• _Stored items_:
────

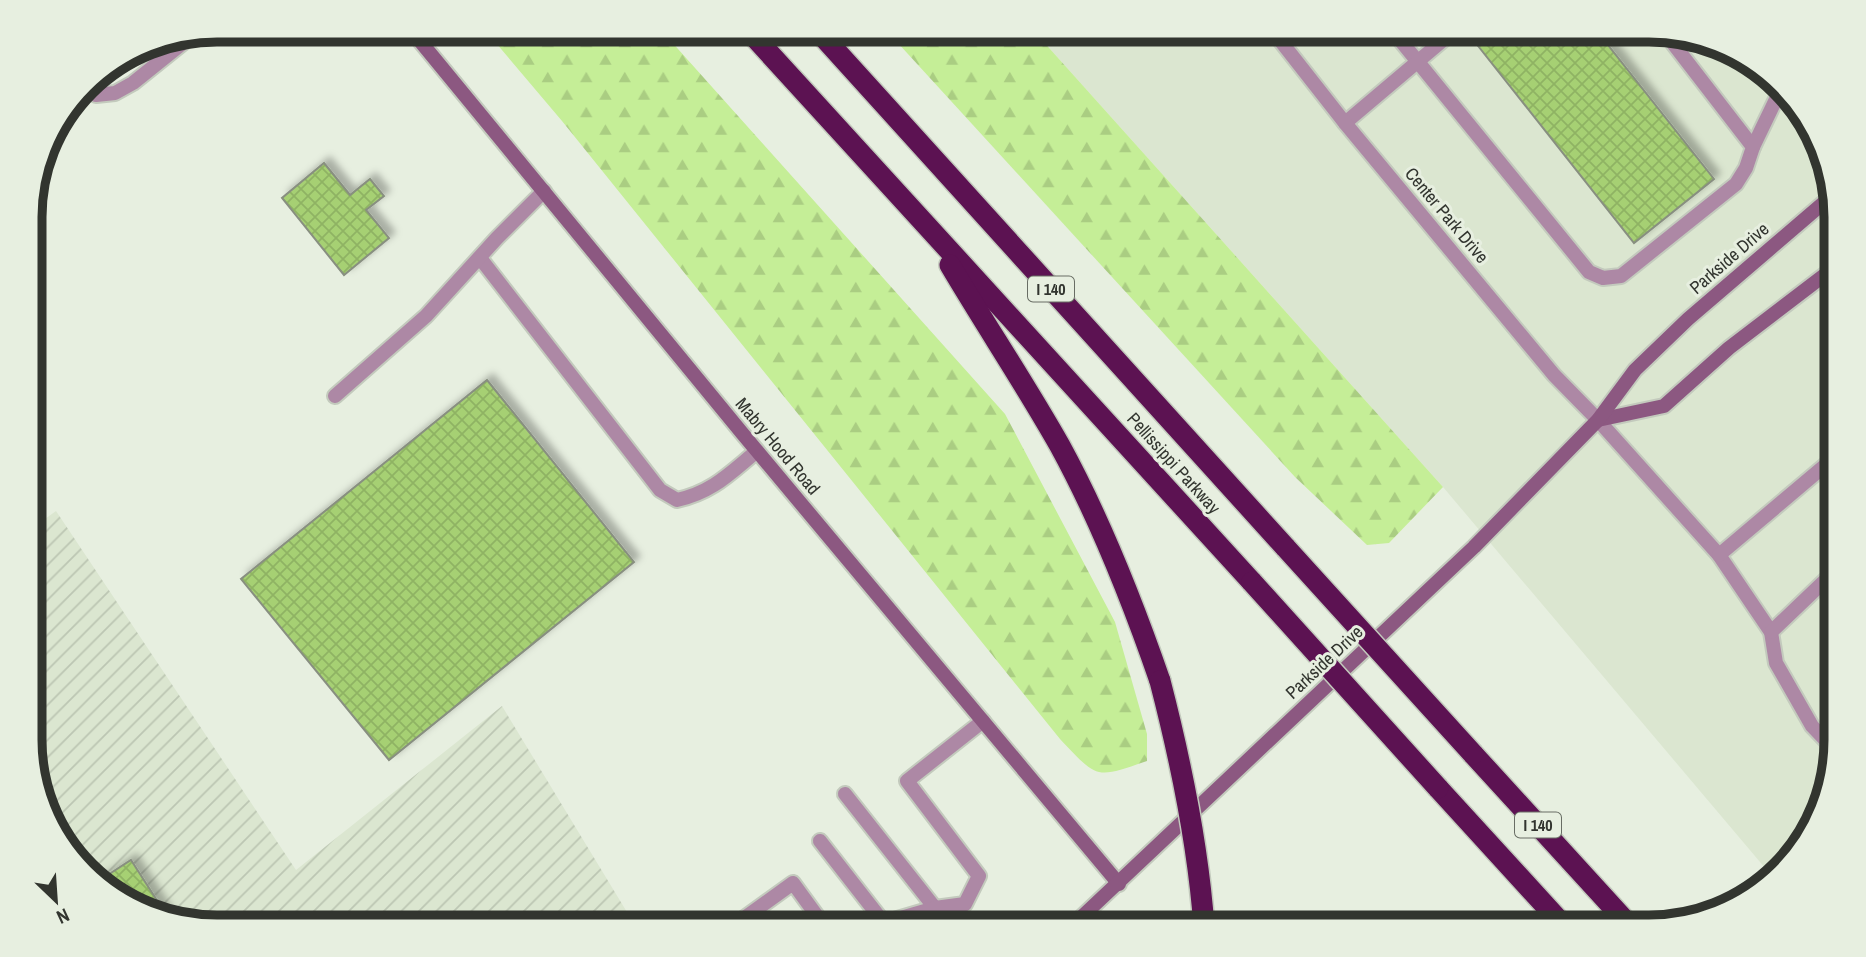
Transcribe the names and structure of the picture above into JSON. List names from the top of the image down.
{
  "streets": {
    "highway": ["I 140", "Pellissippi Parkway"],
    "street": ["Center Park Drive", "Parkside Drive", "Mabry Hood Road"]
  },
  "crossings": [
    ["Center Park Drive", "Parkside Drive"],
    ["Parkside Drive", "Mabry Hood Road"]
  ],
  "north": "bottom right"
}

────

• _Exercise_: I'd like every record printed exactly, with the pictures left out.

• _Answer to the problem_:
Transcribe the names and structure of the picture above into JSON. List names from the top of the image down.
{
  "streets": {
    "highway": ["I 140", "Pellissippi Parkway"],
    "street": ["Center Park Drive", "Parkside Drive", "Mabry Hood Road"]
  },
  "crossings": [
    ["Center Park Drive", "Parkside Drive"],
    ["Parkside Drive", "Mabry Hood Road"]
  ],
  "north": "bottom right"
}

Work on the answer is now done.